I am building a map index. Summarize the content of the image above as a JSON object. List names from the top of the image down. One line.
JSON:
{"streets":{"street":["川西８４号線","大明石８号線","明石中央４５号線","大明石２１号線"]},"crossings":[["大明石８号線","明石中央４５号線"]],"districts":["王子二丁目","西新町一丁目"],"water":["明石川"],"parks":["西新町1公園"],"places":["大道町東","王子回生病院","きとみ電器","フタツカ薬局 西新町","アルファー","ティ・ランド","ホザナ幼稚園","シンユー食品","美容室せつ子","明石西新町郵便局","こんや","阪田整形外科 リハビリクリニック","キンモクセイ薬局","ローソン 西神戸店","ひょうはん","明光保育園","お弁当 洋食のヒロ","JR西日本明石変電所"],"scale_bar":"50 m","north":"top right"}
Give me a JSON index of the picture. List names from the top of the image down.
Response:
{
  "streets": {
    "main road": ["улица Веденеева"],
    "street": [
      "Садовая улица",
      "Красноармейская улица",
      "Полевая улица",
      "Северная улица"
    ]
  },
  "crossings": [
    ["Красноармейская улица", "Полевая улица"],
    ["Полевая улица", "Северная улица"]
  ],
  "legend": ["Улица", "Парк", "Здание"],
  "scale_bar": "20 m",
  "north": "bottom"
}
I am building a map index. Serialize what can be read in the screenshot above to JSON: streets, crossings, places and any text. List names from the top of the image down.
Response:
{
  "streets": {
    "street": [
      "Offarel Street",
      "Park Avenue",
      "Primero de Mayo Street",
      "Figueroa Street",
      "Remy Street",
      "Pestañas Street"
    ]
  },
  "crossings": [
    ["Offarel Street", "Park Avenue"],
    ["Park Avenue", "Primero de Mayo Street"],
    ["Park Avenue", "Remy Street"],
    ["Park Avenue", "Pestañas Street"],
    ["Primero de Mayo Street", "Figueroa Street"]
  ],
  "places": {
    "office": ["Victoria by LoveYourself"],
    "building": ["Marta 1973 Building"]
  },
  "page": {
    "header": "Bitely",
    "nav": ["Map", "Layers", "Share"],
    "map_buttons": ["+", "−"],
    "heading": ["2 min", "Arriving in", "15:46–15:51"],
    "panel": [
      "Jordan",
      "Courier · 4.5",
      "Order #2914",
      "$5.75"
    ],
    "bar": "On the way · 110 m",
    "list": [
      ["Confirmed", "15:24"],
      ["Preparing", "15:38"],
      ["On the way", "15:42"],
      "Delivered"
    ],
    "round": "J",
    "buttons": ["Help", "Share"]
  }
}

- What to work on: Copy exactly the opening line of the material, the line bearing "I am building a map index. Serialize", and every line between them. Include nothing else.

- Final answer:
I am building a map index. Summarize the content of the image above as a JSON object. List names from the top of the image down. One line.
JSON:
{"streets":{"street":["川西８４号線","大明石８号線","明石中央４５号線","大明石２１号線"]},"crossings":[["大明石８号線","明石中央４５号線"]],"districts":["王子二丁目","西新町一丁目"],"water":["明石川"],"parks":["西新町1公園"],"places":["大道町東","王子回生病院","きとみ電器","フタツカ薬局 西新町","アルファー","ティ・ランド","ホザナ幼稚園","シンユー食品","美容室せつ子","明石西新町郵便局","こんや","阪田整形外科 リハビリクリニック","キンモクセイ薬局","ローソン 西神戸店","ひょうはん","明光保育園","お弁当 洋食のヒロ","JR西日本明石変電所"],"scale_bar":"50 m","north":"top right"}
Give me a JSON index of the picture. List names from the top of the image down.
Response:
{
  "streets": {
    "main road": ["улица Веденеева"],
    "street": [
      "Садовая улица",
      "Красноармейская улица",
      "Полевая улица",
      "Северная улица"
    ]
  },
  "crossings": [
    ["Красноармейская улица", "Полевая улица"],
    ["Полевая улица", "Северная улица"]
  ],
  "legend": ["Улица", "Парк", "Здание"],
  "scale_bar": "20 m",
  "north": "bottom"
}
I am building a map index. Serialize what can be read in the screenshot above to JSON: streets, crossings, places and any text. List names from the top of the image down.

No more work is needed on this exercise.